Source information:
------------------------------------
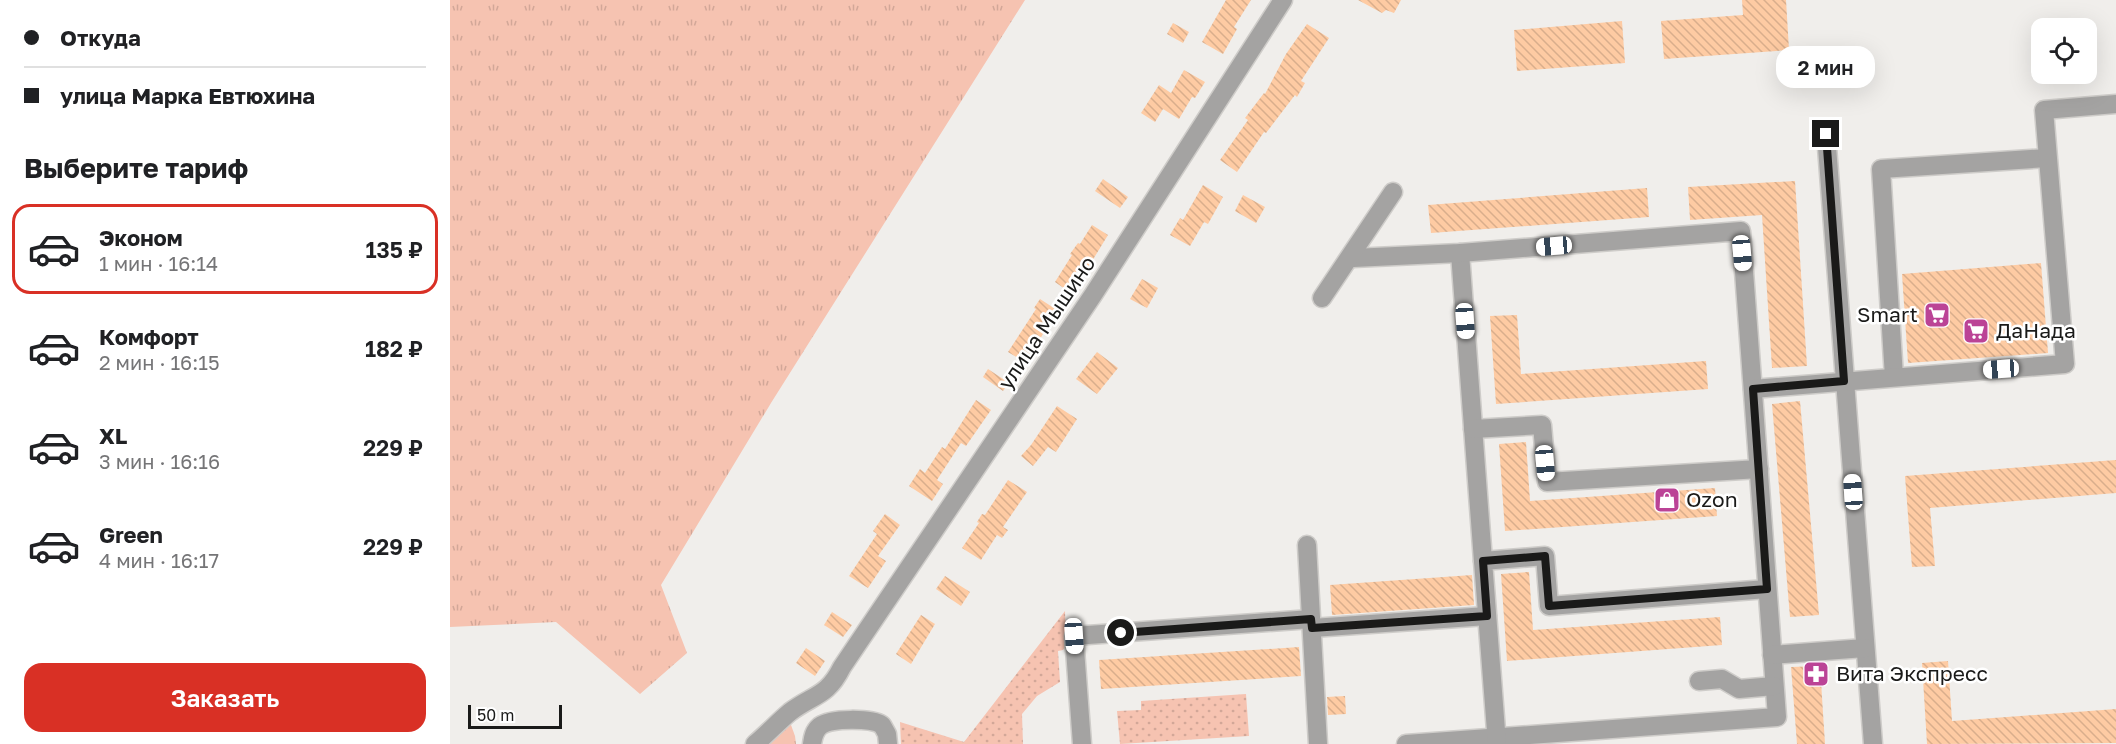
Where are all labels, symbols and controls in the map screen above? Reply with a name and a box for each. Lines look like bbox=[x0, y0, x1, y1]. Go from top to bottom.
map controls bbox=[2031, 18, 2097, 84]
button: locate bbox=[2031, 18, 2097, 84]
text: Откуда bbox=[60, 24, 141, 51]
callout: 2 мин bbox=[1776, 47, 1876, 89]
text: 2 мин bbox=[1798, 55, 1853, 79]
text: улица Марка Евтюхина bbox=[60, 82, 315, 109]
route end bbox=[1812, 120, 1839, 147]
text: Выберите тариф bbox=[24, 152, 248, 184]
icon: car bbox=[27, 222, 81, 276]
text: Эконом bbox=[99, 224, 183, 251]
car bbox=[1731, 234, 1753, 272]
car bbox=[1535, 235, 1573, 257]
text: 135 ₽ bbox=[365, 236, 423, 263]
text: 1 мин · 16:14 bbox=[99, 251, 218, 275]
street label: улица Мышино bbox=[992, 251, 1100, 394]
supermarket icon: Smart bbox=[1922, 300, 1952, 330]
place label: Smart bbox=[1857, 301, 1918, 327]
car bbox=[1455, 302, 1475, 340]
supermarket icon: ДаНада bbox=[1961, 316, 1991, 346]
place label: ДаНада bbox=[1996, 317, 2076, 343]
icon: car bbox=[27, 321, 81, 375]
text: Комфорт bbox=[99, 323, 199, 350]
text: 182 ₽ bbox=[365, 335, 423, 362]
text: 2 мин · 16:15 bbox=[99, 350, 220, 374]
car bbox=[1982, 359, 2020, 379]
icon: car bbox=[27, 420, 81, 474]
text: XL bbox=[99, 422, 127, 449]
text: 229 ₽ bbox=[363, 434, 423, 461]
car bbox=[1534, 444, 1556, 482]
text: 3 мин · 16:16 bbox=[99, 449, 220, 473]
car bbox=[1843, 473, 1863, 511]
shop icon: Ozon bbox=[1652, 485, 1682, 515]
place label: Ozon bbox=[1686, 486, 1738, 512]
icon: car bbox=[27, 519, 81, 573]
text: Green bbox=[99, 521, 163, 548]
text: 229 ₽ bbox=[363, 533, 423, 560]
text: 4 мин · 16:17 bbox=[99, 548, 219, 572]
car bbox=[1064, 617, 1084, 655]
route start bbox=[1107, 619, 1134, 646]
pharmacy icon: Вита Экспресс bbox=[1801, 659, 1831, 689]
place label: Вита Экспресс bbox=[1836, 660, 1988, 686]
button: Заказать bbox=[24, 663, 426, 732]
scale bar bbox=[468, 702, 562, 730]
text: 50 m bbox=[477, 705, 514, 725]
------------------------------------
Task to complete: Every line above in which the word "controls" occurs is to be copied.

Result of this exercise:
Where are all labels, symbols and controls in the map screen above? Reply with a name and a box for each. Lines look like bbox=[x0, y0, x1, y1]. Go from top to bottom.
map controls bbox=[2031, 18, 2097, 84]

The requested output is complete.